Hospitality is measured not by what we are served, but by how we are served, by whether we feel that someone is doing something for us rather than to us. Meyer looks for warmth, enthusiasm, good listening skills, and excellent follow-up in employee hires and evaluates his employees accordingly. Strong interactive skills and emotional intelligence are critical in terms of the atmosphere he tries to create in every eating venue. He aims for what he calls legendary hospitality, the kind of service that makes people remember and talk. He also makes an important distinction between hospitality and service:

Understanding the distinction between service and hospitality has been at the foundation of our success. Service is the technical delivery of a product. Hospitality is how the delivery of that product makes its recipient feel. Service is a monologue – we decide how we want to do things and set our own standards for service. Hospitality, on the other hand, is a dialogue. To be on a guest’s side requires listening to that person with every sense, and following up with a thoughtful, gracious response. It takes both great service and great hospitality to rise to the top.
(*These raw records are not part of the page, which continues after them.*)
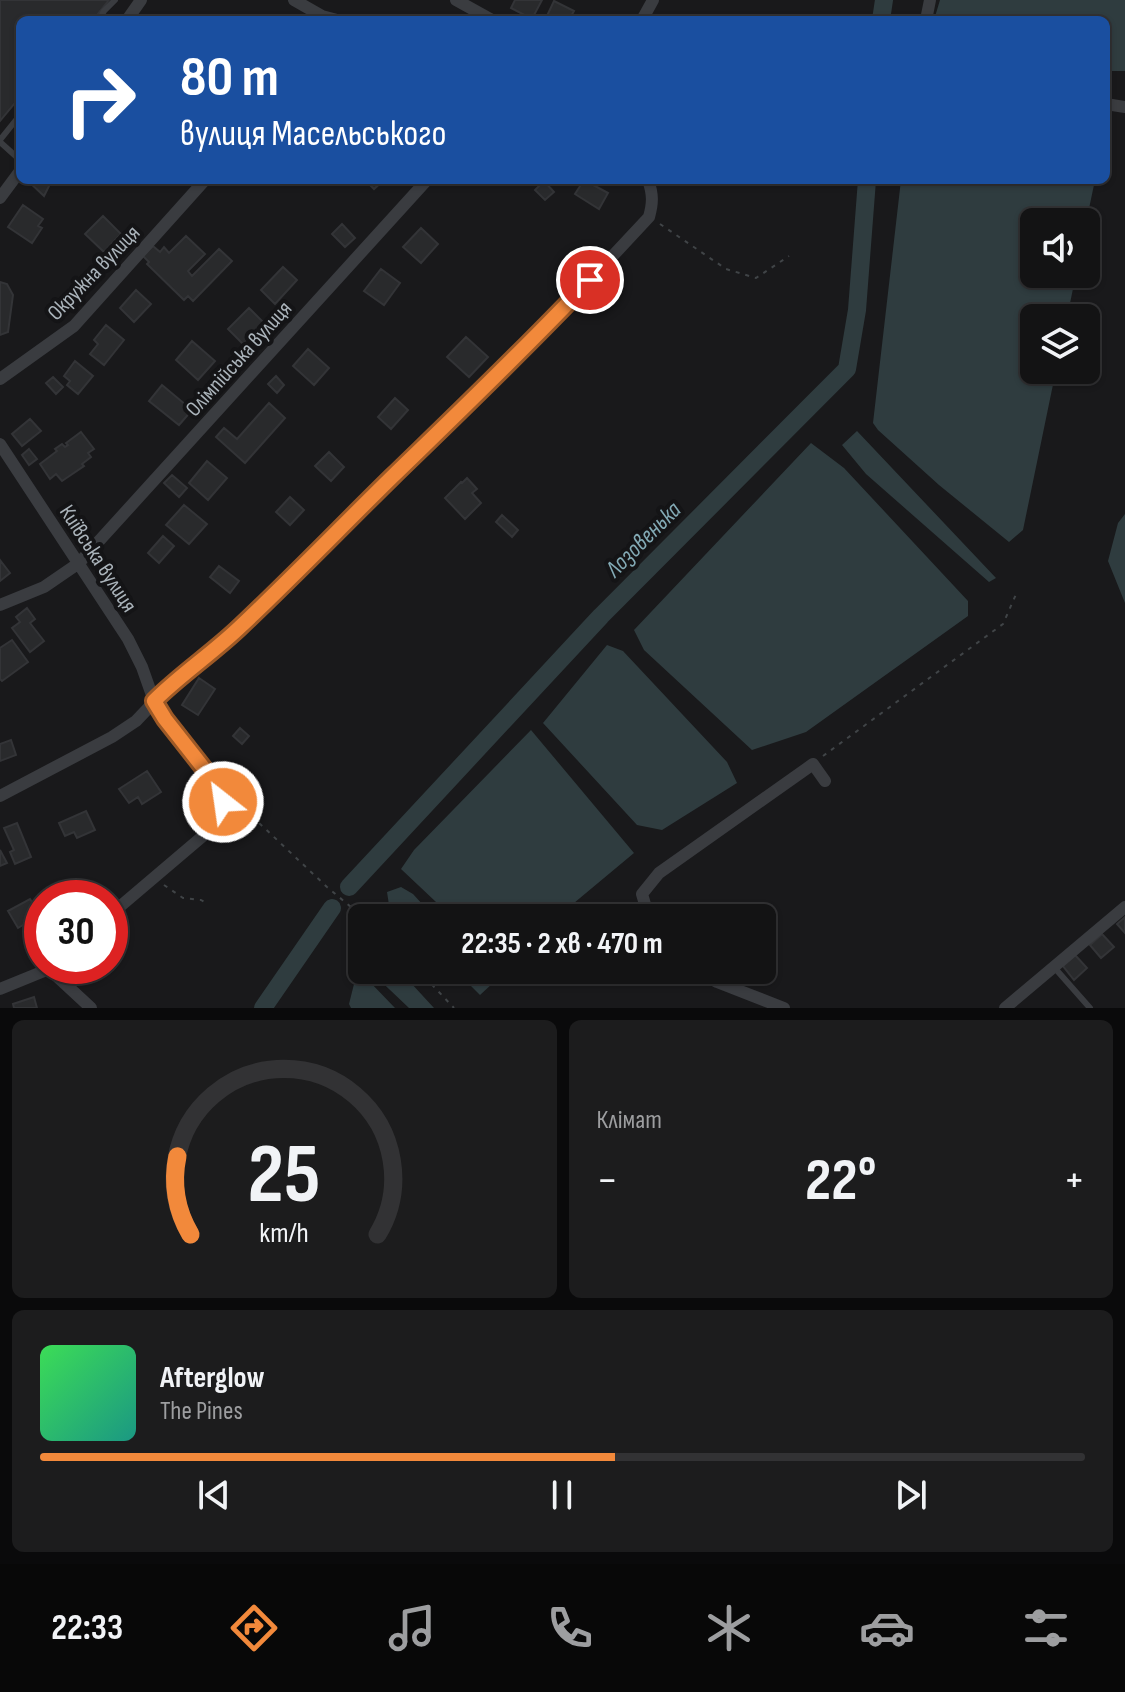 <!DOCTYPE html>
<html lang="uk">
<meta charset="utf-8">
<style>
:root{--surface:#131314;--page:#1c1c1d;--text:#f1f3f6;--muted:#9d9ea0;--line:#323234;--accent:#f2893b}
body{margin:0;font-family:"Sofia Sans Condensed",sans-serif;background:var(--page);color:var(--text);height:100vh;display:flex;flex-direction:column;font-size:30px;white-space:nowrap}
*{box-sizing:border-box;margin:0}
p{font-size:26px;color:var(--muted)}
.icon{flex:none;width:44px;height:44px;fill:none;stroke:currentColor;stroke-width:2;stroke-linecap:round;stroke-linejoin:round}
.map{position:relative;height:1008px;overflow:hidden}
.panel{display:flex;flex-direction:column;gap:12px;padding:12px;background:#0a0a0b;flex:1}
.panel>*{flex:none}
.guide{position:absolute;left:16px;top:16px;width:1094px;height:168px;border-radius:12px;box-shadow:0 2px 6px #0004,0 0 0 2px var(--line);background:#1a4fa0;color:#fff;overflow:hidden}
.fabs{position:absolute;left:1020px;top:208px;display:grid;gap:16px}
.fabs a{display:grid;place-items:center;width:80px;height:80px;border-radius:12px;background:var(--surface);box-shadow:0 2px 6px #0004,0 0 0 2px var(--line);font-size:40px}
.speed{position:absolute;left:24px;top:880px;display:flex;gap:16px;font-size:40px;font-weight:700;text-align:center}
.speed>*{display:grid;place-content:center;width:104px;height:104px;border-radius:50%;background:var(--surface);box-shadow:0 2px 6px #0004,0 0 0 2px var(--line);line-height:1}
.speed .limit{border:12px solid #d22;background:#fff;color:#111}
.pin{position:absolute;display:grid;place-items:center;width:68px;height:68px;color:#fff;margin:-34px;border:4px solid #fff;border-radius:50%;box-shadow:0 2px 8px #0007}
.me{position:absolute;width:88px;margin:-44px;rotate:330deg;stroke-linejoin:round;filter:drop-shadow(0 0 6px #0008)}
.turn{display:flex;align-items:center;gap:28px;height:168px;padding:0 32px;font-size:36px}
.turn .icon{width:104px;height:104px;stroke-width:2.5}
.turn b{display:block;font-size:56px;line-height:68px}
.big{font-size:60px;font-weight:700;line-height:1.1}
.panel .card{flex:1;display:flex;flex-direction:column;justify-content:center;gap:12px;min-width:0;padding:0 28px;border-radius:12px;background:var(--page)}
.panel .dial{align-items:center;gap:0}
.dial svg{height:208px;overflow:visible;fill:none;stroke:var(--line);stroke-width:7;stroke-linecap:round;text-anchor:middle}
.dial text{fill:var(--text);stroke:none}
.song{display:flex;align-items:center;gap:24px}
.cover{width:96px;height:96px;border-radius:12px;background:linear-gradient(135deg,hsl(130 70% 55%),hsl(170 70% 35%))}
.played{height:8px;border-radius:4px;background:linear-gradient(90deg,var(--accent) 55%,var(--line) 55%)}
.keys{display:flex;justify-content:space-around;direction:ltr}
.heat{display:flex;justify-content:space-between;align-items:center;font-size:44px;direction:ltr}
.panel .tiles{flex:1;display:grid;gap:12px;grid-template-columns:1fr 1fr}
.card:last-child{grid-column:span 2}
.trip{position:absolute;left:348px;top:904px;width:428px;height:80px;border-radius:12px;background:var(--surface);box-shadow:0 2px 6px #0004,0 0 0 2px var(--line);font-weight:700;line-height:80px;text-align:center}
.tab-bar{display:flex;height:128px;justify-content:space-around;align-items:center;background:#080808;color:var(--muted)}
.tab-bar .icon{width:56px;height:56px}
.tab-bar .active{color:var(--accent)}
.tab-bar b{font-size:36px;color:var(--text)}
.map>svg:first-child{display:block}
.water{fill:#2f3c3f}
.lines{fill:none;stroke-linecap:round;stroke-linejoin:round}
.river{stroke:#2f3c3f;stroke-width:18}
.building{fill:#292a2c;stroke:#333437;stroke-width:2}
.path{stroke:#404447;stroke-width:2;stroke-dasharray:4 6;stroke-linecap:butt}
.service{stroke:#3a3c40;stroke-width:6}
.minor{stroke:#3a3c40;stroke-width:12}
.route-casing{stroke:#9d5926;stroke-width:20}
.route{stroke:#f2893b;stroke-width:14}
.labels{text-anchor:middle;stroke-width:8;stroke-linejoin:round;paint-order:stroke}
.street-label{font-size:22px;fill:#abb4bb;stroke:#141416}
.water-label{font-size:24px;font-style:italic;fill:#83aab5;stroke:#141416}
</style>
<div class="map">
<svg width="1125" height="1008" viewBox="0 0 1125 1008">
<rect width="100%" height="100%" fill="#19191b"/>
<path class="water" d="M940,0H1125V71H1106V20H934Z
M901,180H1095L1086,223L1034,222V274H1076L1067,318H1034V370H1056L1023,530L1009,542L939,485L878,430L873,423Z
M857,431L996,578L989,582L866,474L842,445Z
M811,443L844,468L968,601V616L806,732L752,750L644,650L634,630Z
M1125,514V603L1108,561L1118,523Z
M607,645L623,651L727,762L737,783L662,830L637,825L543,723Z
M531,730L634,853L556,918H453L401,869L414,850Z
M401,887L413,894L435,918H402L389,905L387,892Z
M369,970H399L434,1008H409Z
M455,970H482L493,983L480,995Z
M355,980H368L395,1008H351L349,1004Z"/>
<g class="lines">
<path class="river" d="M881,20L884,0
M349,887L601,616L847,369L857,310L867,180
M263,1008L332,908"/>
</g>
<path class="building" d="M0,0H109L93,20H20V97L0,121Z
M515,0H542L532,19L511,8Z
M554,1L574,11L569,20H545Z
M27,180H49L51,182L44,196Z
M365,180H384L374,189Z
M584,180L608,193L599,209L575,194Z
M544,181L554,192L545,200L535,190Z
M23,205L43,219L38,226L42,228L32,243L8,227Z
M103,216L121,234L104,252L85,234Z
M342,224L355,238L345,247L332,234Z
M421,228L438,244L421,263L403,247Z
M186,236L205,254L188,271L192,276L219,249L232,261L193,301L188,296L184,300L147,264L149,262L143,256L153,246L160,252L164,247L169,253Z
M283,267L297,280L275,304L261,290Z
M381,269L400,283L384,305L364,291Z
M0,282L7,284L13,295L8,332L0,335Z
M136,290L151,304L134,322L120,308Z
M249,308L264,323L243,344L228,329Z
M106,325L124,340L104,365L90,354L98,344L94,340Z
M466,337L488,357L469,377L447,357Z
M192,341L215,361L198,380L176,360Z
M308,349L329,368L314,385L293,366Z
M75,361L93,376L78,394L67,385L70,381L64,376Z
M276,376L284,385L277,393L268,384Z
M53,377L63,387L56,394L46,383Z
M162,385L192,410L179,425L149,401Z
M203,389L214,400L208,407L196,397Z
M395,398L408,410L391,429L378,417Z
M269,403L285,418L245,463L216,437L224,428L237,439Z
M30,419L41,431L22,446L12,434Z
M81,432L94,449L88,453L91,457L82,464L84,466L62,481L56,474L50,479L40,464L57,451L55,449L62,444L65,447L68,445L66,443Z
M29,449L37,459L29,465L22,455Z
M329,452L344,467L331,481L315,466Z
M207,461L227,478L208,500L189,483Z
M172,475L187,488L179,497L164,483Z
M467,478L477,489L472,493L481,503L465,519L445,498L461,482L462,483Z
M290,497L304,510L290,525L276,512Z
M184,505L207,524L189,544L166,525Z
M502,515L518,530L512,537L496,522Z
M163,536L174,546L159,563L148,553Z
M0,560L10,573L0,581Z
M219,566L239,581L230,593L210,577Z
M27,608L35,619L30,623L44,641L30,652L12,628L20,622L16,617Z
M12,640L28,662L2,681L0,679V648Z
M199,678L215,689L198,715L182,705Z
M240,728L249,736L242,744L233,736Z
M11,740L16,755L0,761V744Z
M147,771L161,792L142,804L138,797L129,803L119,789Z
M86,811L95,830L77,838L74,832L65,836L59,823Z
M17,823L31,857L15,864L10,852L14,850L4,828Z
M0,850L7,863L0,866Z
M30,899L40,915L18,928L8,911Z
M1125,917V933L1117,924Z
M1102,934L1114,947L1101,958L1090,945Z
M1075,955L1087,968L1074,980L1063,966Z
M34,997L37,1008H14L13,1004Z"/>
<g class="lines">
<path class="path" d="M660,224L726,269L756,278L789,256
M823,756L1003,624L1017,592
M233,809L257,821L327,887L364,918
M164,885L183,898L201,900L206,903
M418,970L454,1008"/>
<path class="service" d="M99,20L104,11L115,0
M0,140L20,115
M0,142L20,160
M1053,966L1090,1008"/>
<path class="minor" d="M294,0L322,16L337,20
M456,0L492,20
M127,20L141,0
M642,20L653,0
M926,20L930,0
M1106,104L1125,107
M0,198L20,171
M0,379L74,326L205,180
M0,444L128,639L142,667L154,701L165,719L209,775L220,795L223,802L222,811L210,830L110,915
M0,605L44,587L79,563L427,180
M0,796L112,737L136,721L175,680L206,658L239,628L551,322L649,217C653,203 653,194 648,180
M649,918L642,894L659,873L813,764L825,781
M49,969L91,1008
M696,970L717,982L784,1008
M0,989L49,969L52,966
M1005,1008L1125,907"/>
</g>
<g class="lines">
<g class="route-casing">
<path id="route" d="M223,802L209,775L165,719L154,701C181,674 213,653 241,626C293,577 342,526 392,477C459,412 526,348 590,280"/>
</g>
<use href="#route" class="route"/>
</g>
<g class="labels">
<g class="street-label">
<text transform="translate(93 272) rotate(-46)" y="8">Окружна вулиця</text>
<text transform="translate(238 358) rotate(-48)" y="8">Олімпійська вулиця</text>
<text transform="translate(99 558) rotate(57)" y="8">Київська вулиця</text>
</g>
<g class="water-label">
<text transform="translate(643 539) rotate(-45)" y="8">Лозовенька</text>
</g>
</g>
</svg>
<div class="fabs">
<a><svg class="icon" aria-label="sound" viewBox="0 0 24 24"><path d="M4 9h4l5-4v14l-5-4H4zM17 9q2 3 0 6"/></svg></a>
<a><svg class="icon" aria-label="layers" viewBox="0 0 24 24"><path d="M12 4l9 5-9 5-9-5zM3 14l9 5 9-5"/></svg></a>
</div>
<div class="speed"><div class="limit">30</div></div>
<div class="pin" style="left:590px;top:280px;background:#d93025"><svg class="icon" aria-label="arrive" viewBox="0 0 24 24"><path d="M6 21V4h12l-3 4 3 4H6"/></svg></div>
<svg class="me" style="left:223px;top:802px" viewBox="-20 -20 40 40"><circle r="17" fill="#f2893b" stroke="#fff" stroke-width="3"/><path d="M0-11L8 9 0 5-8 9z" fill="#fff"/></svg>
<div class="trip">22:35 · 2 хв · 470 m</div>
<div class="guide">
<div class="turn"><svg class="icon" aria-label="right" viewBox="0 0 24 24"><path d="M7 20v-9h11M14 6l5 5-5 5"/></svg><div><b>80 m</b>вулиця Масельського</div></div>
</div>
</div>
<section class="panel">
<div class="tiles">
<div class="card dial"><svg viewBox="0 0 100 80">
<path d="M14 69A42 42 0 1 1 86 69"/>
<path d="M14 69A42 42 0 0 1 9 39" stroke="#f2893b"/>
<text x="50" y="56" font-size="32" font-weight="700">25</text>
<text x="50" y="72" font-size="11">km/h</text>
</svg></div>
<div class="card"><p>Клімат</p>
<div class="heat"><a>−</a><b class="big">22°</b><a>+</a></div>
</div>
<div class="card">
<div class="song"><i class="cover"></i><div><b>Afterglow</b><p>The Pines</p></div></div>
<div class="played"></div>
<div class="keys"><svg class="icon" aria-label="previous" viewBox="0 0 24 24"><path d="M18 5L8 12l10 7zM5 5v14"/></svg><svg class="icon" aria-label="pause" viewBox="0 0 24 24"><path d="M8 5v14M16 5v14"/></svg><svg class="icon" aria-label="next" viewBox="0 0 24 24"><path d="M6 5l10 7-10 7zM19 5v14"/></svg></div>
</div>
</div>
</section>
<nav class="tab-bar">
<b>22:33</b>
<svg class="icon active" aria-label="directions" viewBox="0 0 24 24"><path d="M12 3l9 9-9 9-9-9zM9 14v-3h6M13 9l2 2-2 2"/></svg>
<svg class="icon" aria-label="music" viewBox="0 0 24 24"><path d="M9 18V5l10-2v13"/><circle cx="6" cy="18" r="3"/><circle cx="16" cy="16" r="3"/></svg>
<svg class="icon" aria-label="phone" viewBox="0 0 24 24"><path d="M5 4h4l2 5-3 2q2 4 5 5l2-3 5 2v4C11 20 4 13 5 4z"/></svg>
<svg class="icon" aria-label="climate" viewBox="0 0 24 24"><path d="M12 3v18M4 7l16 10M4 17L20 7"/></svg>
<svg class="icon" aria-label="car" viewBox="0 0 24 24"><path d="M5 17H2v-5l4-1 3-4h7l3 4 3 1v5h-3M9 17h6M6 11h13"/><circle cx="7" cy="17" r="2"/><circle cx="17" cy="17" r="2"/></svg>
<svg class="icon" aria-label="filters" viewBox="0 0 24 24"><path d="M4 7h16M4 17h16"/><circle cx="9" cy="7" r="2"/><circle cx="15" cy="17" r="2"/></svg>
</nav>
You might read this and think it’s good advice for a business but not really for a private home. There is truth to this. Yet when people make hospitality their business, best practices surface. Imagine that every time we invited guests we aimed for legendary hospitality. Imagine that we set that standard for our institutions, our schools, synagogues, community centers. And think about the messages we could take away and apply in our own homes. We are not yet close enough to that goal. These hosting behaviors can not only change and deepen our relationships with others, they also model the kind of behavior we should expect in families. In How to Run a Traditional Jewish Household, Blu Greenberg writes that Hakhnasat orĥim is a wonderful mitzva for children: a) it is a concrete model from which to learn the art of sharing; b) children have an opportunity to become acquainted with all different kinds of people, including non-Jews; c) it reminds them, periodically, that they are not the center of the universe. That reminder needs to be made more than periodically to help children acknowledge and embrace others. (This essay appears in Seder Talk: The Conversational Haggada by Dr. Erica Brown.)